*Task objective*. Copy the result of filtering the entries below for lines that include the string "Minified".

*Data to process*.

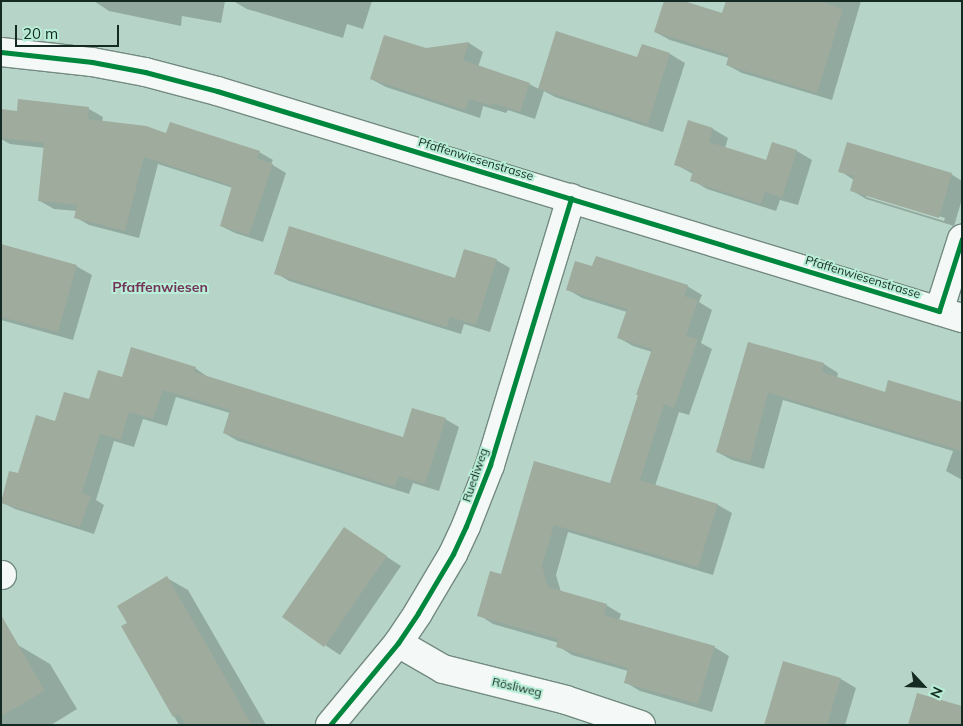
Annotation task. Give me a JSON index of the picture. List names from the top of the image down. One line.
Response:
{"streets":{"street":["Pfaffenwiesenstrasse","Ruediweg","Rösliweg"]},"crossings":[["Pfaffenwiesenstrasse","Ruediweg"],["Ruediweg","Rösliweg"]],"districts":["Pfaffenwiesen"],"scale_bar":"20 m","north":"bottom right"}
...
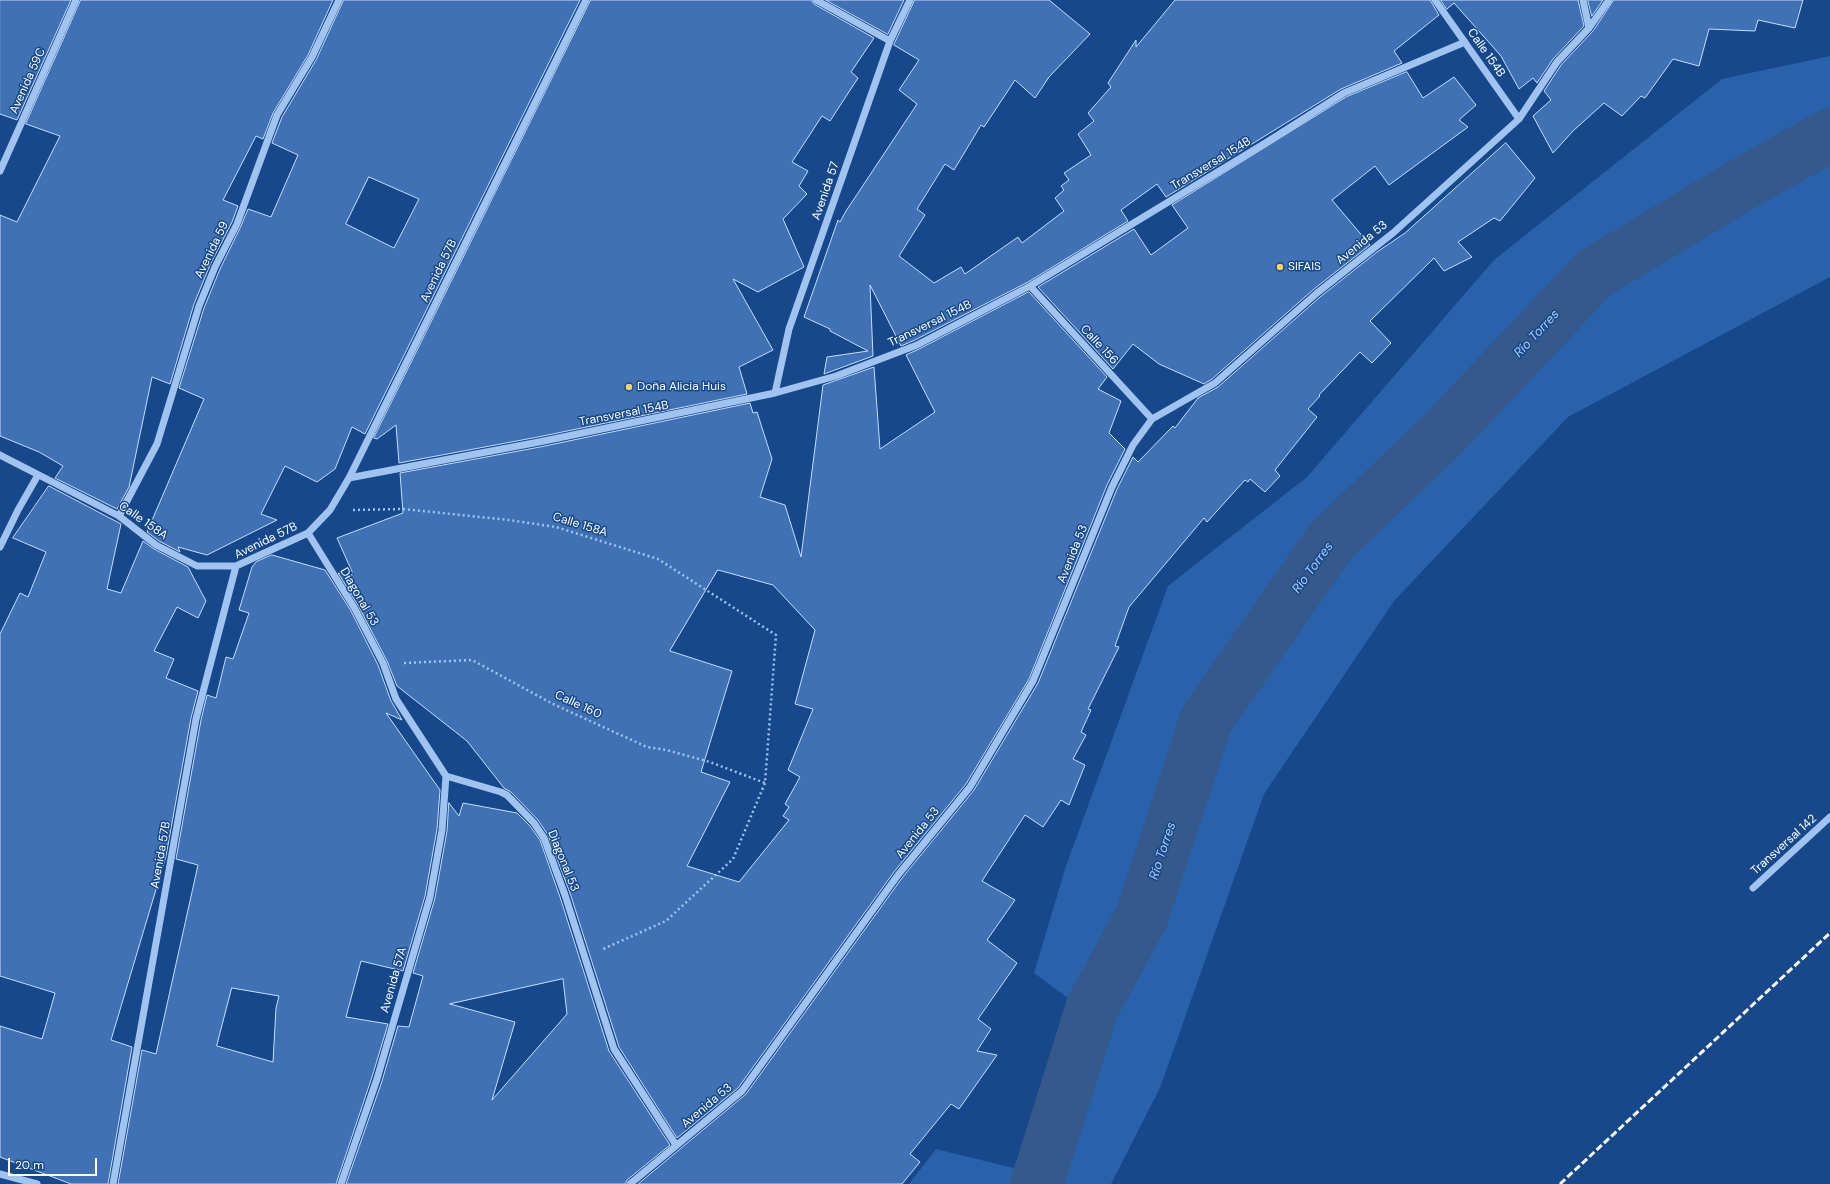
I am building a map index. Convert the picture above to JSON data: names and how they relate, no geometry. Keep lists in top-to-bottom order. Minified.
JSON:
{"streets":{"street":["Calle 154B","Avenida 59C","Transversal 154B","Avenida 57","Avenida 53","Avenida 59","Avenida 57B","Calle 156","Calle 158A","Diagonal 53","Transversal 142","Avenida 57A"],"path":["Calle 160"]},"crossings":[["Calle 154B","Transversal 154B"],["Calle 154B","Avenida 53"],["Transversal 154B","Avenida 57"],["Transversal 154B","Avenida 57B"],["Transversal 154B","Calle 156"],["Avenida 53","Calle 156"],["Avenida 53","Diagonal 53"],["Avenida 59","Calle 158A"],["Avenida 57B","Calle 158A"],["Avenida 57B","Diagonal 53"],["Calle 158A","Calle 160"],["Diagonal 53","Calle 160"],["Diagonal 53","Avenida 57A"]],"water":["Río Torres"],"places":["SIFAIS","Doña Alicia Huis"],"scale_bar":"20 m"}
--
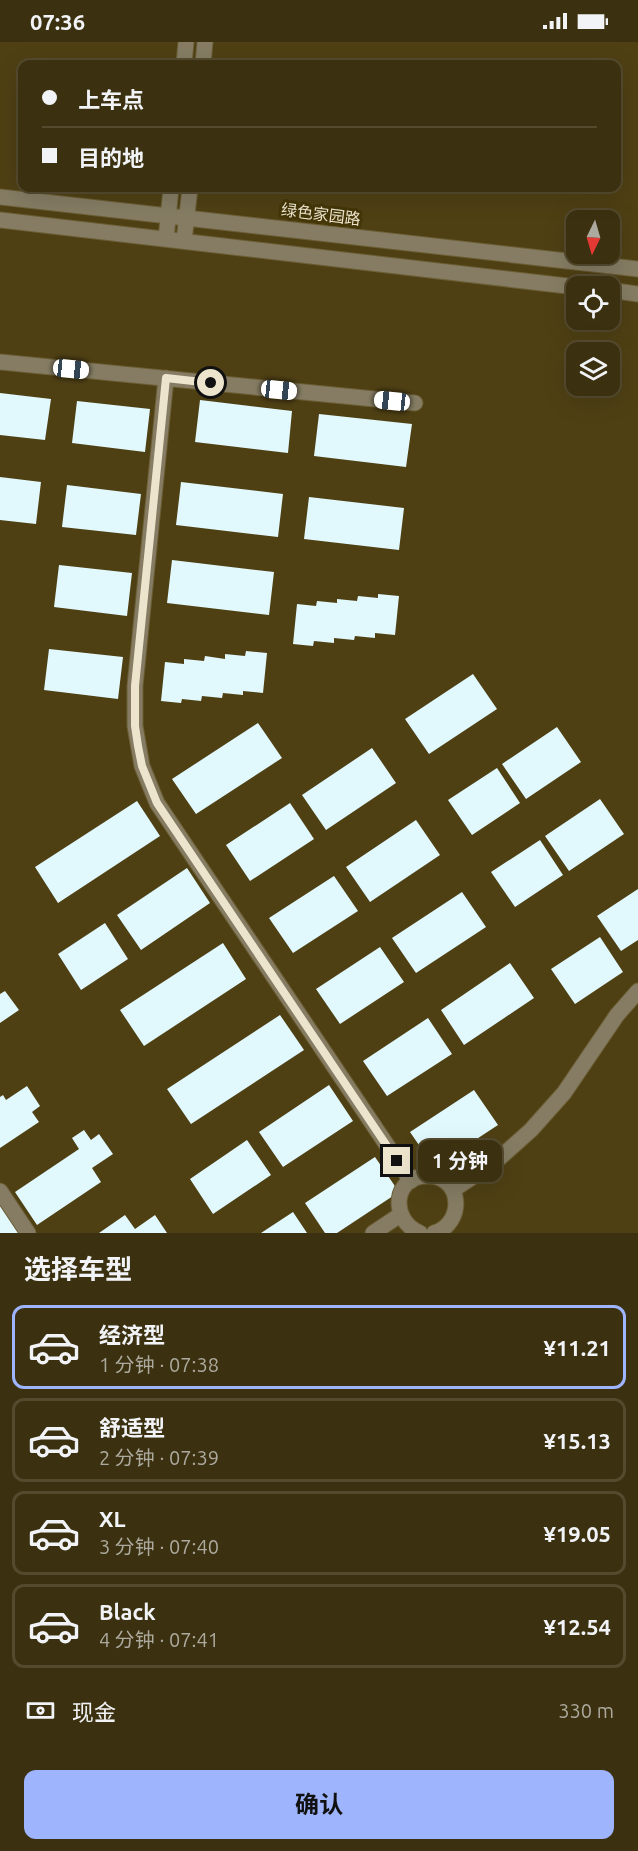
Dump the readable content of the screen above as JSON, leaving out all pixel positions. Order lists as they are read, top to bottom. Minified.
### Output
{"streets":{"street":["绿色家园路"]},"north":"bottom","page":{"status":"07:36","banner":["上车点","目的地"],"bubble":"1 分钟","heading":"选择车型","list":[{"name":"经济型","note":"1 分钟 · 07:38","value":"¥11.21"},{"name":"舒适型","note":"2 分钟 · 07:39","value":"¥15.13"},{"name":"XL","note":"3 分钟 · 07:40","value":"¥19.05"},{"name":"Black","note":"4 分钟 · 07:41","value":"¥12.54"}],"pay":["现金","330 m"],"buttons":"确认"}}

*Reply*.
I am building a map index. Convert the picture above to JSON data: names and how they relate, no geometry. Keep lists in top-to-bottom order. Minified.
Dump the readable content of the screen above as JSON, leaving out all pixel positions. Order lists as they are read, top to bottom. Minified.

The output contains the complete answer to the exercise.